Democrats say the Republican-crafted Senate spending allocations would shortchange the Labor-HHS-Education bill to help pay for a border wall. While the Labor-HHS-Education measure would get an increase of less than 1 percent over the current fiscal year’s level, the Homeland Security bill would get a nearly 8 percent boost.
While the two sides traded subcommittee funding offers over the recess, a GOP aide said, “Frankly, offers from either side are just playing around the margins until the four [congressional] leaders and the president settle the central issue.”
Meanwhile, Senate appropriators plan to unveil a Military Construction-VA bill that includes $3.6 billion to “backfill” money taken from already approved military construction projects that is getting diverted to a border wall under Trump’s emergency declaration.
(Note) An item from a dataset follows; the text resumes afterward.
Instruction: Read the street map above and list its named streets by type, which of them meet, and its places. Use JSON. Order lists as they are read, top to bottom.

The bill will be released this week or next week, said Arkansas GOP Sen. John Boozman, who chairs the Military Construction-VA Appropriations Subcommittee.
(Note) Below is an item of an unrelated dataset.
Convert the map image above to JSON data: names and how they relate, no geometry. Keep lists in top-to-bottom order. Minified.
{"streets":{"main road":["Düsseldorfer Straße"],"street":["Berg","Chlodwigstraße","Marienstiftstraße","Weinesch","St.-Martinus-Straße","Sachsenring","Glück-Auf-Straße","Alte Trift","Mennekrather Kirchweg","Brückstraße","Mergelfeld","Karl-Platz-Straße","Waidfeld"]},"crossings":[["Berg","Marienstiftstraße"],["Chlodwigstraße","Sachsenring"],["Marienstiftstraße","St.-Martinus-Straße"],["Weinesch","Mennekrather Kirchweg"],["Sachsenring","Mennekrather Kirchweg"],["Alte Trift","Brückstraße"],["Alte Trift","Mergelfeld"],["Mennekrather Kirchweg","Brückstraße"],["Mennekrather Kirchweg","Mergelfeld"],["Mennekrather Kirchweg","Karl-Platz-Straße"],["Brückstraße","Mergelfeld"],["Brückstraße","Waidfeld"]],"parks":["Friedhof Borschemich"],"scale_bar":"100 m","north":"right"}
Democrats have vowed to oppose any effort to backfill the construction projects, which they said would amount to tacit approval of the funding diversion plan. Sen. Patrick J. Leahy of Vermont, the ranking Democrat on the full Appropriations Committee, said Wednesday that the Senate should resolve the border wall impasse by holding an up-or-down vote on wall funding.
“Donald Trump gave his solemn word, over and over, that Mexico was going to pay for it,” Leahy said. “As soon as the check arrives, let’s build.”
On Tuesday, Trump vetoed — for the second time this year — a resolution to terminate the national emergency he declared back in February, enabling him to tap the military construction funds for the wall project.
The top Democrat on the Senate Labor-HHS-Education Appropriations Subcommittee, Patty Murray of Washington, tweeted Wednesday that she’s planning to introduce legislation “to prevent President Trump — and all future presidents — from ransacking funds for critical military projects for their own vanity projects.”